Abstract

Aging is strongly associated with pulmonary disorders. Mitochondrial dysfunction is a hallmark of aging and a driving pathomechanism of age-related lung diseases. Mitochondrial stress and released mtDNA has been shown to activate innate immune responses via DNA sensing. However, whether mitochondrial stress also regulates adaptive immune responses such as MHC I antigen presentation has not been investigated so far. We here investigated regulation of MHC I antigen presentation by mitochondrial stress using proteomic analysis of aged mouse lungs and an in vitro model of chronic mitochondrial dysfunction.

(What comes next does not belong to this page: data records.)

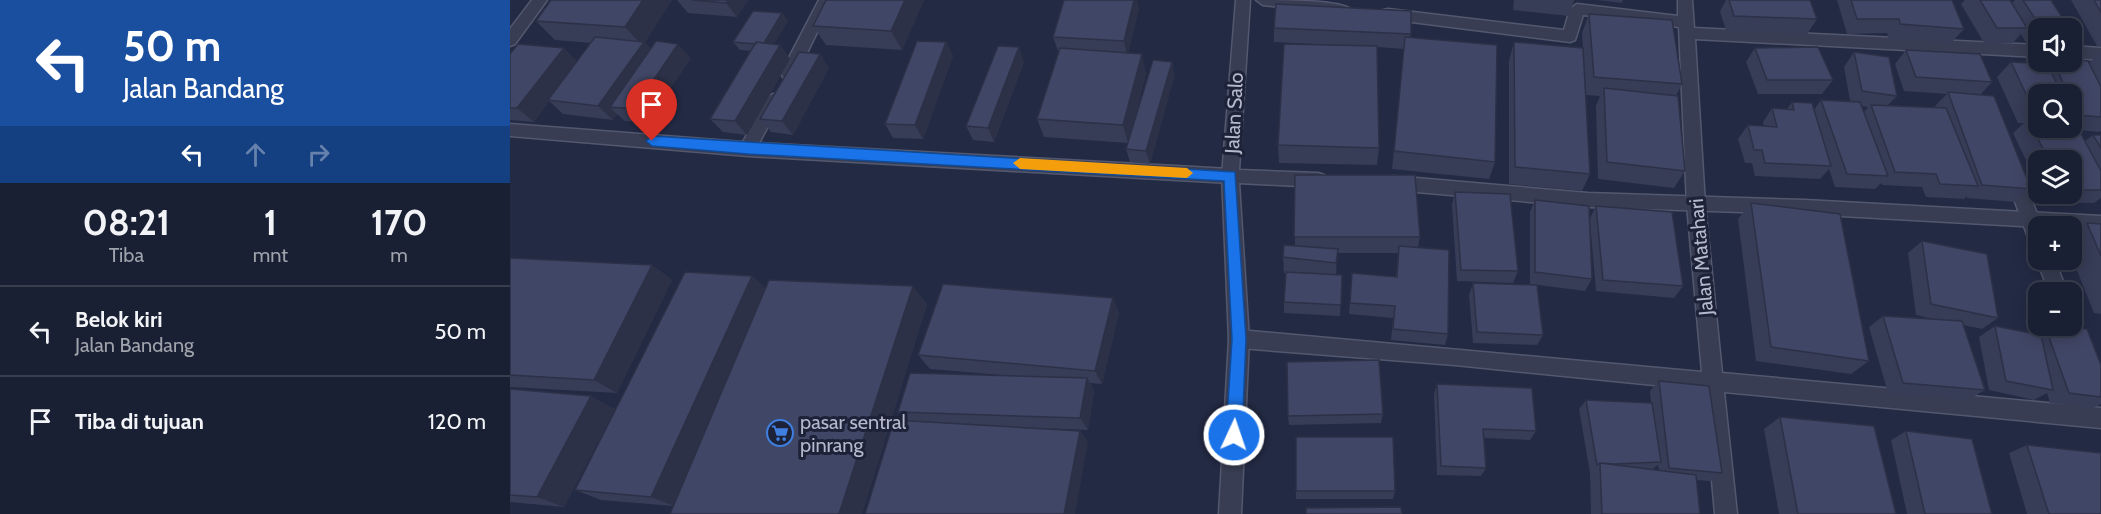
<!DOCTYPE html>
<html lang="id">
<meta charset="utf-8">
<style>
body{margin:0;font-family:Cabin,sans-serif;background:#23283b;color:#f1f3f6;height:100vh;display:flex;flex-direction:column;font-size:22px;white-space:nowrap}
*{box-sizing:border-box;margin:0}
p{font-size:20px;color:#9fa3ac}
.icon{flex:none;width:33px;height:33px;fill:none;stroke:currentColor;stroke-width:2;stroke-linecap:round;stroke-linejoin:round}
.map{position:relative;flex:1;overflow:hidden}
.details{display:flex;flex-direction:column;background:#1a2033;width:510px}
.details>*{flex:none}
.hud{background:#1a4fa0;color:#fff;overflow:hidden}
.tools{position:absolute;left:1518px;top:18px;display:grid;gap:12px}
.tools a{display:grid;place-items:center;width:54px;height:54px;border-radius:12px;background:#1a2033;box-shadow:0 3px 15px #0003,0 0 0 2px #383e4e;font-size:30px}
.pin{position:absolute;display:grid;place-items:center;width:51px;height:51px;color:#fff;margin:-62px -26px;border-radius:50% 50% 50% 0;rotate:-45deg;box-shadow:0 0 6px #0007}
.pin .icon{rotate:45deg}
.me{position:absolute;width:66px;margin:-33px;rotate:3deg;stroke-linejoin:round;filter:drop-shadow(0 0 4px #0008)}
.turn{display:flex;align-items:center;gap:21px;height:126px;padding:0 24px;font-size:27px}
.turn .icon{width:78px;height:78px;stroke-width:2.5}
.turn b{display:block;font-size:42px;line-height:51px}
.lanes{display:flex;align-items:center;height:57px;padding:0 24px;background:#0003;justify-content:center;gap:30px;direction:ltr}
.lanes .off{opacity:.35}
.eta{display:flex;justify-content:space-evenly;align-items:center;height:102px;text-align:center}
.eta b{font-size:36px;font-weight:700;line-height:42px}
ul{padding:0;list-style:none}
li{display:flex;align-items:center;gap:18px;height:90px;padding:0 24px;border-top:2px solid #383e4e}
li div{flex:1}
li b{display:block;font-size:22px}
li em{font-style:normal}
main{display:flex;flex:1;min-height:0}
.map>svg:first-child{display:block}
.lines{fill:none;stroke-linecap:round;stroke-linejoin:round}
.minor-casing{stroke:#53586e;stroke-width:3}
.tertiary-casing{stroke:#53586e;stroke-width:3}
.minor{fill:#383d53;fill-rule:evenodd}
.tertiary{fill:#383d53;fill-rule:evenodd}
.wall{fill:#373c57;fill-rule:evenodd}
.shaded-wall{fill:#2d3147}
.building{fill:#404665;stroke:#2d3147;stroke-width:1.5}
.route{fill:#1a73e8;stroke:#114b97;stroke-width:1.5}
.slow{fill:#f59e0b}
.labels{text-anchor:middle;stroke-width:6;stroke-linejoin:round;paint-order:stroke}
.street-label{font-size:20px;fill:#b5b9cd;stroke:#1d2239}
.poi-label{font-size:20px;fill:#b5b9cd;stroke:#1d2239;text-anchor:start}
</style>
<main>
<section class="details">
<div class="hud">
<div class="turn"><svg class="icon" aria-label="left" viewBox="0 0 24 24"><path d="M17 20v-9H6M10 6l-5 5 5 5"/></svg><div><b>50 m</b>Jalan Bandang</div></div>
<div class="lanes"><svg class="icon" aria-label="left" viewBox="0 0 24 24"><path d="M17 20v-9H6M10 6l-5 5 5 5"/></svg><svg class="icon off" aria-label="ahead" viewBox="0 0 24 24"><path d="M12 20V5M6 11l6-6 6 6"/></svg><svg class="icon off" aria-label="right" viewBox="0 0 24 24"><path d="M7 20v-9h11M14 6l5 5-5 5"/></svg></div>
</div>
<div class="eta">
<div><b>08:21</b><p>Tiba</p></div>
<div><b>1</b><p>mnt</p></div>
<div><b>170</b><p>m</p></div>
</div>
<ul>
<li><svg class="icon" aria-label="left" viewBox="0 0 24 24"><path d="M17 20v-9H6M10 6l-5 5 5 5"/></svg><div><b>Belok kiri</b><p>Jalan Bandang</p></div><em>50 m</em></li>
<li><svg class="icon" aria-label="arrive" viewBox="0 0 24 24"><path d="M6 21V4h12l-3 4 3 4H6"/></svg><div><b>Tiba di tujuan</b></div><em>120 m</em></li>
</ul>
</section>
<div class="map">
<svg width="1591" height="514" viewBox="0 0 1591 514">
<rect width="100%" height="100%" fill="#232a44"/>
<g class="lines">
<defs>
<path id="minor" d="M22 0H37L5 44 0 46V29Z
M309 0H323L285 77H273L271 73Z
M746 0C763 0 831 0 840 9L833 14 753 5Z
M1168 0H1182L1184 28 1528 45V57L1185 39 1195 205 1212 373 1591 408V428L1214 392 1227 514H1205L1194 390 945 365 729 348 722 345 719 339 722 333 729 330 1192 372 1177 205 1169 27 1073 15 1065 40 1060 42 878 19 873 18 871 14 873 10 878 9 1054 30 1060 9 1067 4 1168 16Z
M1562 46 1591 48V60L1562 58Z
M264 94 270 96 272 100 249 143 720 169 726 171 728 176 726 181 720 183 238 156 0 136V124L233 142 258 96Z
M1503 167 1509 169 1511 174 1532 226H1528V248L1522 245 1519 240 1495 174 1497 169Z
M1528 257V260H1545L1557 292H1539L1527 260Z"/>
<path id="tertiary" d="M726 0H740L729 170 808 173 814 175 817 180 814 185 808 187 729 183 739 339 731 514H709L719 339 712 176Z
M883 176 1078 193 1295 200 1591 216V230L1562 229V226L1528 227 1295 214 1078 207 883 190 877 188 874 183 877 178Z"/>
</defs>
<use href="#minor" class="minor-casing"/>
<use href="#tertiary" class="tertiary-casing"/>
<use href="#minor" class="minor"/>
<use href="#tertiary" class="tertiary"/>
</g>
<path class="wall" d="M162 0 135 42 141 49 181 58 137 123 115 121 107 114 103 120 53 114 39 101 24 122 0 120V54L67 61 81 43 45 40 26 21Z
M167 0H238L227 17 178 13Z
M316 0H414L392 50 316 45 303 26Z
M1004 0H1064V1L1059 16 1003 10Z
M1087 0H1113L1112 3Z
M1216 0H1300L1307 19 1297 34 1216 31 1210 11Z
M1327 0H1442L1454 29 1441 43 1379 39 1377 33 1337 34Z
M1455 0H1500L1502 3 1505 0H1541L1559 28H1528V46H1518L1511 34 1503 43H1474L1451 4Z
M1561 0H1591V46H1587Z
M629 8 618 53 636 73 620 137 662 62 664 77 640 164 620 162 616 149 618 143 534 137 527 119 549 51H548L543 37Z
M272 13 278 21 264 44 270 45 280 59 237 135 213 132 200 119 241 51 230 50 223 42Z
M1079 14 1172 84 1166 96 1175 171 1164 188 1088 179 1086 106 1090 96 1076 95 1072 33Z
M764 28 901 34 900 37 985 162 979 179 882 169 894 49 867 47 869 148 867 165 769 163 768 145 825 45 764 42Z
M436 42 443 56 413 139 383 138 375 124Z
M1004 42 1080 174 1072 191 999 184V61Z
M1245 48 1323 80 1312 94H1248L1236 62Z
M1396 50 1482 82 1470 95 1521 189 1505 202 1457 198V196L1454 199 1416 197 1412 187 1372 185 1371 183 1365 189 1325 187 1319 169 1310 179 1245 176 1242 163H1235L1228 139 1238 125 1254 126 1253 122 1262 108 1277 109 1282 102 1304 110 1311 100 1340 101 1334 67 1344 52 1387 96 1378 105 1426 108 1425 106 1437 94 1394 91 1385 64ZM1352 106 1358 107 1354 112Z
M1591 53V131L1589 132 1569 130 1575 141 1583 135H1591V198L1584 203 1537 202 1532 194H1562V160H1528V185L1503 133 1514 123H1508L1487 77 1501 62 1535 64 1538 62H1562L1579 63ZM1528 94H1562V128H1528Z
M310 54 319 68 283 135 261 132 250 119Z
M514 62 484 142 463 140 456 126Z
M785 175 910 237 908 247 938 334 935 345 881 340 883 318 839 314 842 273 886 277 888 253H828L826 275H832L830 316 774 313V302L776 273H774L773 257 785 246Z
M945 192 1008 271 1003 283 947 281 942 205Z
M1025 200 1080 218 1086 206 1173 286 1164 298 1086 291 1080 223 1082 279 1075 291 1020 284V212Z
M1241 203 1359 361 1341 374 1246 361 1228 219Z
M1577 223 1591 224V314L1584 313 1562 258V234Z
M1412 241 1488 318 1472 329 1453 325 1475 390 1458 400 1378 393 1359 327 1373 316 1427 320 1406 315 1398 253Z
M0 258 142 265 162 280 107 393 0 387Z
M242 276 255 288 417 304 352 514H161L163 506 91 500 65 490Z
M963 283 1033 335 1027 345 963 343 959 295Z
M609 313 592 384 580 383 584 391 578 430 532 428 570 431 578 442 398 421 388 412 502 376 420 369 408 355Z
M1485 326 1522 333 1534 326H1538L1591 365V404L1583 408 1540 403 1537 393 1524 400 1479 390 1469 337Z
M1149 381 1212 473 1201 481 1186 480 1190 514H1081L1080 473 1069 409 1076 400 1141 403 1140 391ZM1148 465 1149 470 1143 469Z
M927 384 1026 431 1020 440 974 438 976 468 971 476 927 475 924 394Z
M0 389 105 409 54 507 0 502Z
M873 414 871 423 779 425 778 416Z
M1270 417 1386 514H1269L1254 429Z
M1396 431 1482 514H1397L1381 440Z
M786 437 885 491 883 499H786Z
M1517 445 1591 514H1517L1499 453Z"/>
<path class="shaded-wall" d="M133 0H162L135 42 147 56 100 107 107 114 103 120 88 106 132 45 115 27Z
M218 0H238L227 17 216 3Z
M395 0H414L392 50 381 31Z
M624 0H627L629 8 617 56 614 41Z
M272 13 278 21 259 52 253 44Z
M436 42 443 56 413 139 405 125Z
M168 44 181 58 137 123 124 109Z
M270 45 280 59 237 135 225 121Z
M509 47 514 62 484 142 478 128Z
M54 48 68 62 38 100 39 101 24 122 7 108Z
M310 54 319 68 283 135 272 121Z
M632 54 636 73 618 143 613 125Z
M662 62 664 77 640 164 636 151Z
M828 249 827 265 826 278V263Z
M142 265 162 280 107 393 84 380Z
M242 276 259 292 164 506 141 497Z
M403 286 417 304 352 514H329Z
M603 298 609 313 592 384 585 371Z
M577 378 584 391 578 430 570 418Z
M81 396 105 409 54 507 27 497Z
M570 431 578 442 565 514H554Z"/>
<path class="building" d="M41 0H133L115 27 26 21Z
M182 0H218L216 3Z
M316 0H395L381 31 303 26Z
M554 0H624L614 41 543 37Z
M1219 0H1300L1307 19 1224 16Z
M1341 0H1442L1454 29 1390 24 1389 19H1347Z
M1470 0H1500L1517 28H1487Z
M1513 0H1541L1559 28H1531Z
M1584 0H1591V12Z
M766 4 901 11V34L764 28Z
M243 11 272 13 254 43 246 42V44L223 42Z
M1079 14 1162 20 1172 84 1084 77Z
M85 37 134 42 88 106 38 100Z
M895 37 987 45 985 162 884 151Z
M146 41 168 44 124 109 100 107Z
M407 41 436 42 405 125 375 124Z
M246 42 270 45 225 121 200 119Z
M1004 42 1073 48 1080 174 1005 167Z
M8 44 54 48 7 108H0V54Z
M774 44 867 46 869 148 768 145Z
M488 46 509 47 478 128 456 126Z
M1308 47 1323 80H1257L1245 48Z
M550 48 632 54 613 125 527 119Z
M1396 50 1470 54 1482 82 1406 77Z
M289 52 310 54 272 121 250 119Z
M1344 52 1379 57 1387 96 1352 91Z
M643 60 662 62 636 151 616 149Z
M1562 60 1578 61 1591 87V117L1567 115 1562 102V94H1558L1544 62H1562Z
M1501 62 1537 64 1552 94H1528V109H1523Z
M1094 88 1168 96 1175 171 1097 162Z
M1438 92 1484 96 1521 189 1472 185Z
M1311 100 1350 102 1378 176 1337 174Z
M1282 102 1302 103 1321 166 1255 163 1252 150H1244L1238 125 1267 127 1262 108 1284 110Z
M1361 105 1436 108 1468 186 1430 184 1426 174 1385 172Z
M1518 120H1528V128H1562V121H1564L1591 171V190H1562V160H1539Z
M1583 135H1591V148Z
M785 175H905L910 237H784Z
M945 192 1000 194 1008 271 951 270Z
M1025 200 1079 206 1082 279 1025 272Z
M1241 203 1330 214 1359 361 1261 347Z
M1086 206 1162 212 1173 286 1093 280Z
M1577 223 1591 224V256Z
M1412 241 1477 254 1488 318 1421 304Z
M774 245 828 249 826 263 773 257Z
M889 246 939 250 938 334 883 329 885 306 840 303 842 273 887 277Z
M0 258 142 265 84 380 0 375Z
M175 272 242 276 141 497 65 490Z
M776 272 832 275 831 305 774 302Z
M259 280 403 286 329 514H160Z
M963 283 1027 285 1033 335 967 332Z
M433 284 603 298 585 371 408 355Z
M1373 316 1452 321 1475 390 1393 383Z
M1485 326 1531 335 1543 390 1496 381Z
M1535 326 1577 329 1591 365V397L1559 393Z
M869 360 873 414 778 416 777 362Z
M400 373 577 378 570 418 388 412Z
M1149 381 1199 386 1212 473 1159 468Z
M927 384 1022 388 1026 431 973 429 976 468 931 466Z
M0 389 81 396 27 497 0 495Z
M1076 400 1142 403 1151 462 1104 464 1090 463 1087 465Z
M1270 417 1364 426 1386 514H1288Z
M384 420 570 431 554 514H355Z
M1396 431 1462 439 1482 514H1415Z
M786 437H883L885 491H786Z
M1517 445 1591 453V514H1539Z
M1090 463 1186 475 1190 514H1092Z
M891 507 892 514H796V508Z"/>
<path class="route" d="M142 136 725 172 736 339 732 435 729 441 724 443 718 441 716 435 722 339 714 181 238 154 142 146 136 141Z"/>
<path class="slow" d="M510 158 677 168 683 173 677 178 510 169 503 163Z"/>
<defs>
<symbol id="supermarket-ring" viewBox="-11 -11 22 22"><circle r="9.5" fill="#1d2239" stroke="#3f7fe0" stroke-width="1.5"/><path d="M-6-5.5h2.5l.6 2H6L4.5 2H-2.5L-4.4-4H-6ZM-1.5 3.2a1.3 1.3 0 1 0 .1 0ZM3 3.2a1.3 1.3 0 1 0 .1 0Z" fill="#3f7fe0"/></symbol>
</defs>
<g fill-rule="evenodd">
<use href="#supermarket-ring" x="255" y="418" width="30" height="30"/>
</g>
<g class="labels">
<g class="street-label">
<text transform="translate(724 113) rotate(-87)" y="7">Jalan Salo</text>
<text transform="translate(1191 257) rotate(-95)" y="7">Jalan Matahari</text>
</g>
<g class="poi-label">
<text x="290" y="429">pasar sentral<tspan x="290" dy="23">pinrang</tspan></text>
</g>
</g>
</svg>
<div class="tools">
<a><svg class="icon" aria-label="sound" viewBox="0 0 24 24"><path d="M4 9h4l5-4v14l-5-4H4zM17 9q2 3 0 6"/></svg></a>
<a><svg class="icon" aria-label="search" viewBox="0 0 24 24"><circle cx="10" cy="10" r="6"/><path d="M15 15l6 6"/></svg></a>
<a><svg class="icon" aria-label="layers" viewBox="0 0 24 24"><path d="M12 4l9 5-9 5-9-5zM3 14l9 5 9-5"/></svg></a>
<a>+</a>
<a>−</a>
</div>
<div class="pin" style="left:142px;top:141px;background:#d93025"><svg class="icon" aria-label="arrive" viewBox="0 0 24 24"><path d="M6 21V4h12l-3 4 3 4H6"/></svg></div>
<svg class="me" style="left:724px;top:435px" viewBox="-20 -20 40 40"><circle r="17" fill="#1a73e8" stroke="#fff" stroke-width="3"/><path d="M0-11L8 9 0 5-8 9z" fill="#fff"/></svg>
</div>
</main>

Proteomic analysis of young versus aged mouse lungs revealed an age-related signature of mitochondrial dysfunction with reduced expression of proteins involved in oxidative phosphorylation but prominent induction of the MHC I antigen presentation pathway. In cells derived from the mutator mouse model, which represents a system of premature aging, disturbed mitochondrial function resulted in a concerted upregulation of the MHC I antigen presentation pathway as demonstrated by proteomic and FACS analysis. Importantly, expression and activity of the immunoproteasome (IP), a specialized type of proteasome involved in the generation of antigenic MHC I peptides was strongly upregulated compared to controls. Induction was driven by activation of STAT1 via cGAS/STING DNA sensors as shown by silencing experiments.

In conclusion, our findings show that dysfunctional mitochondria induce stress signaling to activate IP function and MHC I antigen presentation. In the aging lung defective mitochondrial function might thereby contribute to autoimmunity via altered MHC class I antigen presentation.